Source records
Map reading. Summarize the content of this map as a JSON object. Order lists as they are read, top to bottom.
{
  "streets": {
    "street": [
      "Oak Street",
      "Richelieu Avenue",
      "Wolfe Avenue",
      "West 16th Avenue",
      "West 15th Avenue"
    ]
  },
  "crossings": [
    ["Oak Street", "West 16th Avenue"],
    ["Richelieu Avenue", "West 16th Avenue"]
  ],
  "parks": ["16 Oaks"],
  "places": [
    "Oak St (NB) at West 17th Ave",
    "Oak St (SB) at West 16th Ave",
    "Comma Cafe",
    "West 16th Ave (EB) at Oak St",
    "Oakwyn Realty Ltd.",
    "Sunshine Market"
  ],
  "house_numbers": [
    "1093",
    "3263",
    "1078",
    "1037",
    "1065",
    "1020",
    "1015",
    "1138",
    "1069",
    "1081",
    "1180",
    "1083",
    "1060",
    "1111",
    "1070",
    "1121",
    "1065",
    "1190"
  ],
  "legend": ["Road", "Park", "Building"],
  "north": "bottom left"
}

EXERCISE OBJECTIVE
The whole of the data must be given again, exactly as shown.

REPLY
Map reading. Summarize the content of this map as a JSON object. Order lists as they are read, top to bottom.
{
  "streets": {
    "street": [
      "Oak Street",
      "Richelieu Avenue",
      "Wolfe Avenue",
      "West 16th Avenue",
      "West 15th Avenue"
    ]
  },
  "crossings": [
    ["Oak Street", "West 16th Avenue"],
    ["Richelieu Avenue", "West 16th Avenue"]
  ],
  "parks": ["16 Oaks"],
  "places": [
    "Oak St (NB) at West 17th Ave",
    "Oak St (SB) at West 16th Ave",
    "Comma Cafe",
    "West 16th Ave (EB) at Oak St",
    "Oakwyn Realty Ltd.",
    "Sunshine Market"
  ],
  "house_numbers": [
    "1093",
    "3263",
    "1078",
    "1037",
    "1065",
    "1020",
    "1015",
    "1138",
    "1069",
    "1081",
    "1180",
    "1083",
    "1060",
    "1111",
    "1070",
    "1121",
    "1065",
    "1190"
  ],
  "legend": ["Road", "Park", "Building"],
  "north": "bottom left"
}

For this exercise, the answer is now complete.